About this exercise >> Within the listing that follows, state how many lines include the word "fabs"; write only that number.

Data provided >>
☆ ☆ ☆ ☆ ☆

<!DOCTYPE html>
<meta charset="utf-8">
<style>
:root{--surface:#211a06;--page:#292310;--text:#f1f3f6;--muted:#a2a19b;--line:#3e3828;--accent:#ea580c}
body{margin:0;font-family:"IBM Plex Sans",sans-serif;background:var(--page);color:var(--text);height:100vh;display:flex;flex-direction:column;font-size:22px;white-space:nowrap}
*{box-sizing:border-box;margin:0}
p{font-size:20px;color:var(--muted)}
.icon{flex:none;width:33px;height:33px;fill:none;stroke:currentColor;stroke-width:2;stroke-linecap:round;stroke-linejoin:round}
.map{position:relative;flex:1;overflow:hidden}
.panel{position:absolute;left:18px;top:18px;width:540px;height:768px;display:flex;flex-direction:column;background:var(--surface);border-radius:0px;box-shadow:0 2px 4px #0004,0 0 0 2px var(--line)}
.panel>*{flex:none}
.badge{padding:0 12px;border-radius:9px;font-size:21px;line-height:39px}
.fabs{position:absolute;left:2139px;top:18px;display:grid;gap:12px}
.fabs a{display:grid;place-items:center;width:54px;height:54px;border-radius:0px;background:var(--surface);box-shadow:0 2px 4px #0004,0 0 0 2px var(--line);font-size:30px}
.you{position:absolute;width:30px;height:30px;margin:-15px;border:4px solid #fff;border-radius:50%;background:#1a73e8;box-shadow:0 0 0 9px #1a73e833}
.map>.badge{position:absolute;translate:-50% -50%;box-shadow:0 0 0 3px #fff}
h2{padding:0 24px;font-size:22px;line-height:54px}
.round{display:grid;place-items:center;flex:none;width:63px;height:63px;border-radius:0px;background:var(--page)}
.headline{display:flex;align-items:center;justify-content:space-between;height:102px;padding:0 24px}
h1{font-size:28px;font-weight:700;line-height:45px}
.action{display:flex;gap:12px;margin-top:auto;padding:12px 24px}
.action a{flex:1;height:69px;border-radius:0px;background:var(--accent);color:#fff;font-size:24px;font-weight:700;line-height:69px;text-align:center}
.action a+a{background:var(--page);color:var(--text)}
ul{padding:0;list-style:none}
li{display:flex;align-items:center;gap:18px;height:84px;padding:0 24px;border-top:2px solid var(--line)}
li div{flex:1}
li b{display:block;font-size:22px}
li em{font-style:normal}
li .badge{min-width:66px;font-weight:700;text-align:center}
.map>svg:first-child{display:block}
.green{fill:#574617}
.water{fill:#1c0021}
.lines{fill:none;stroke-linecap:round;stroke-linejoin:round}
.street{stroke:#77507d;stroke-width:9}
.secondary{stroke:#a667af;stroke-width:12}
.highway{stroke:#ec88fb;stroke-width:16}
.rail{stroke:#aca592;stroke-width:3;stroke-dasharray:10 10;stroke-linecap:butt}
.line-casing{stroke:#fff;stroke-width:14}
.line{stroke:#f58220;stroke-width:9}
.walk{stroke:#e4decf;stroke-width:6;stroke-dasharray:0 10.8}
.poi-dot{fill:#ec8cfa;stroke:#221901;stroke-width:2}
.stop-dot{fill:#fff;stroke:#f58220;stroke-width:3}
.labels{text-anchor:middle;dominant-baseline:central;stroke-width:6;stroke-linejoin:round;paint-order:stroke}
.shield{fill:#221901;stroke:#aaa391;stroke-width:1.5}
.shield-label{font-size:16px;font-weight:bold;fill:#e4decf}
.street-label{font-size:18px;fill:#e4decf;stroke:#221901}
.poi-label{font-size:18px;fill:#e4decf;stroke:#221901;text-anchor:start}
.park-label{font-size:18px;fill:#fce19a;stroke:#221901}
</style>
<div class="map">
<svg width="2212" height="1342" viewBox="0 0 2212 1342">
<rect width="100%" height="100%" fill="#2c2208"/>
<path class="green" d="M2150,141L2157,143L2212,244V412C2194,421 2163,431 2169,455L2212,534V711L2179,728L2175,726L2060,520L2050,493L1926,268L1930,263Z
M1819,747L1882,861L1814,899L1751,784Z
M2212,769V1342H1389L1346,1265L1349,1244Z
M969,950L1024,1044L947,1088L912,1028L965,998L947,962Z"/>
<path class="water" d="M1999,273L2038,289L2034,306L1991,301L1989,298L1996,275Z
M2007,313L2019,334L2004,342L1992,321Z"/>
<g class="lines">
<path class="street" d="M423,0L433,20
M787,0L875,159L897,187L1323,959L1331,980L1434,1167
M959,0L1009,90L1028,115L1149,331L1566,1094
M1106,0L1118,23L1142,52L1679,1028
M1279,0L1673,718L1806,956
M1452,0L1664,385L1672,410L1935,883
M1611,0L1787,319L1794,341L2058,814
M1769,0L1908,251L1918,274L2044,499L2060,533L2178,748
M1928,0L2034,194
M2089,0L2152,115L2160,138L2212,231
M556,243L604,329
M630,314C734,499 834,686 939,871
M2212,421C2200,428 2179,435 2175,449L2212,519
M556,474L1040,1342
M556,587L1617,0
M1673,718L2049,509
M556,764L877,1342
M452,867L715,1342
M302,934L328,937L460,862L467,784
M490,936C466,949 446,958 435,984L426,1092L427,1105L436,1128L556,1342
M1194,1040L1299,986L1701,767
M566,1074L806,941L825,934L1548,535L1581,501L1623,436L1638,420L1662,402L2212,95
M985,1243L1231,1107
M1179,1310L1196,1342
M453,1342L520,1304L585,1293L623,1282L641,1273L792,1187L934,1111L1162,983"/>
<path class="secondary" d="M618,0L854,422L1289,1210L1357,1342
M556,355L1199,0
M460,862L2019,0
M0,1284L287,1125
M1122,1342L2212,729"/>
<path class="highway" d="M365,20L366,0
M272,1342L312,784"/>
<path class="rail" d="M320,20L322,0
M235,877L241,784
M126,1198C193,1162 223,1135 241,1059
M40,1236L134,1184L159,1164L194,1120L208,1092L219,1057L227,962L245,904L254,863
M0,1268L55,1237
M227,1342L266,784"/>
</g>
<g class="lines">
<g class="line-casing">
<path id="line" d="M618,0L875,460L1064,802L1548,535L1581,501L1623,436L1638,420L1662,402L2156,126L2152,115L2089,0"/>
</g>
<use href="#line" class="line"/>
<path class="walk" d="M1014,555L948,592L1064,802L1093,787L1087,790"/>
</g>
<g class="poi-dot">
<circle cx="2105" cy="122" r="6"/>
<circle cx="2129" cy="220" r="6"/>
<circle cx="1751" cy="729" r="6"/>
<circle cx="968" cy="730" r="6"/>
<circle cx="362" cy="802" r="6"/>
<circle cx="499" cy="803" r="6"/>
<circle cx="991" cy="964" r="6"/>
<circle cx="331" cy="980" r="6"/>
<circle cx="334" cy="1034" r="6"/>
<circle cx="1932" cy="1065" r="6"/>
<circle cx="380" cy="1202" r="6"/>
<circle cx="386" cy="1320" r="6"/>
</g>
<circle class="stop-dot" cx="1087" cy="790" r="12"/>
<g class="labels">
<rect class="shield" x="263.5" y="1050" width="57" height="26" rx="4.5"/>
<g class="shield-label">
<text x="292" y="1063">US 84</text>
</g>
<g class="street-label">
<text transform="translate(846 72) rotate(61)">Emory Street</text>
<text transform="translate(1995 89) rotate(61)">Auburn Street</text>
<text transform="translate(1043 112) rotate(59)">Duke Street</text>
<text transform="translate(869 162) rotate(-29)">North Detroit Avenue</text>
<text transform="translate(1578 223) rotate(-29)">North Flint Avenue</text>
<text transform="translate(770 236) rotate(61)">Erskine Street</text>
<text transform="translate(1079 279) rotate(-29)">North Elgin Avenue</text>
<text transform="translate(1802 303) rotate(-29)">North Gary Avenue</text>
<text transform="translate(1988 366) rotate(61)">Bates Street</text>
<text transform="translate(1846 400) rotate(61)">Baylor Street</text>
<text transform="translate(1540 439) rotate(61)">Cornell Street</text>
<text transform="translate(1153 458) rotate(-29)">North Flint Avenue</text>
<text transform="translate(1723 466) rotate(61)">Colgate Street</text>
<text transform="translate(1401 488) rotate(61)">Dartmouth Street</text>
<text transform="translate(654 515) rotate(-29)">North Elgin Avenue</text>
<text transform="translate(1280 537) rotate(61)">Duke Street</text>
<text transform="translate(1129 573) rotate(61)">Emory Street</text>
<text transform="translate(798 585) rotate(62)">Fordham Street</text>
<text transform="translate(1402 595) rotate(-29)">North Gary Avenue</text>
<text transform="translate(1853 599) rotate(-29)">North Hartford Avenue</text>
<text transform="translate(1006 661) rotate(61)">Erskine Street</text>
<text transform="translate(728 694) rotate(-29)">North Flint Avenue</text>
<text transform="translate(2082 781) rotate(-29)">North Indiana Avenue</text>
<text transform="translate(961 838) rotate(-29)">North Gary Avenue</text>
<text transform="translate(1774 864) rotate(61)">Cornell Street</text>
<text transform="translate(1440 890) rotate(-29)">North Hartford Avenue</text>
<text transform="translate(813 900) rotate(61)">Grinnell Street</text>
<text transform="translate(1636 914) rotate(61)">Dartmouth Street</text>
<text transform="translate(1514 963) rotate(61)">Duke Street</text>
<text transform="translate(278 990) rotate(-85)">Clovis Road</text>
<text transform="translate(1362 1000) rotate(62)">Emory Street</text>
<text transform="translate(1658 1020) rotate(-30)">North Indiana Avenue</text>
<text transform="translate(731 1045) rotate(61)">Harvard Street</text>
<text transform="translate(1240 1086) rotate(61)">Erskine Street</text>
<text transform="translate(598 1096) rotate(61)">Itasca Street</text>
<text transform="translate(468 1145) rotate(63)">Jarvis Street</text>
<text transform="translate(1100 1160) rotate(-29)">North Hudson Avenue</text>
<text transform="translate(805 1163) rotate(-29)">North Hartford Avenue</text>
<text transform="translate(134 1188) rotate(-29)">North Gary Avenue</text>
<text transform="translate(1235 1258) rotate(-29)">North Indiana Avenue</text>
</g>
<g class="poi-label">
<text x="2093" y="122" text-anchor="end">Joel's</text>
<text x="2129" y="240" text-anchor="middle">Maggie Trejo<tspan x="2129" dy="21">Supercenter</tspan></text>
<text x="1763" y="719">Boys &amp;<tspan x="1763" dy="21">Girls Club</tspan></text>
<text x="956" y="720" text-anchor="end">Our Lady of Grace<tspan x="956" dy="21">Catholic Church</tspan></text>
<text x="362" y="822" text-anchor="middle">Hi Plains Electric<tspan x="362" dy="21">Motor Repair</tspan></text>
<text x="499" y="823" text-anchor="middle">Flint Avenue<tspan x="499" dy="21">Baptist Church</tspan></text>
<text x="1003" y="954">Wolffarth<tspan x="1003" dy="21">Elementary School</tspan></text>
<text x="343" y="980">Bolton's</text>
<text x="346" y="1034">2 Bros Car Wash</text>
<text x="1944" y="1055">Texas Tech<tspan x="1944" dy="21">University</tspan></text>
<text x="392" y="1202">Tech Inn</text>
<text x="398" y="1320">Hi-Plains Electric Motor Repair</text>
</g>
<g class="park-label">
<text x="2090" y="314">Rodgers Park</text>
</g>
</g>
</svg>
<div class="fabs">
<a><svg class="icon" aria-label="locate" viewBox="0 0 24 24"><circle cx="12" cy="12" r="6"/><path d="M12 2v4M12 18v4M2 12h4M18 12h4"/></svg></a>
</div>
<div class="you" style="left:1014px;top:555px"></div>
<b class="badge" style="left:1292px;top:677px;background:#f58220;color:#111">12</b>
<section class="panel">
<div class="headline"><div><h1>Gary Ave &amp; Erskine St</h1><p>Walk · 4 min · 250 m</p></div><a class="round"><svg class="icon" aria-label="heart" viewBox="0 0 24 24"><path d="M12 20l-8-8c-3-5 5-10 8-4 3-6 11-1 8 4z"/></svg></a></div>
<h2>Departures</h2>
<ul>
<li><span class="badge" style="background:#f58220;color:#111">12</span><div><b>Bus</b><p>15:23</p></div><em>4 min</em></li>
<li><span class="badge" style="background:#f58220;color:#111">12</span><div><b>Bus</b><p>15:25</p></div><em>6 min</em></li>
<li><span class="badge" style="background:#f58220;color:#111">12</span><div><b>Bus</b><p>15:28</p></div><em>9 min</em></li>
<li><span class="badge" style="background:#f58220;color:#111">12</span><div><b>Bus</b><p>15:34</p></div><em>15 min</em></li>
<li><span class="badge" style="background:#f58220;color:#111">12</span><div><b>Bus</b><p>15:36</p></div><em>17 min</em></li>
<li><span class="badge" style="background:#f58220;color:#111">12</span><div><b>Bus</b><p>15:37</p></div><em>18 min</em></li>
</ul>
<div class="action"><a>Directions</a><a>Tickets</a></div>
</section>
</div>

☆ ☆ ☆ ☆ ☆

Expected answer >> 3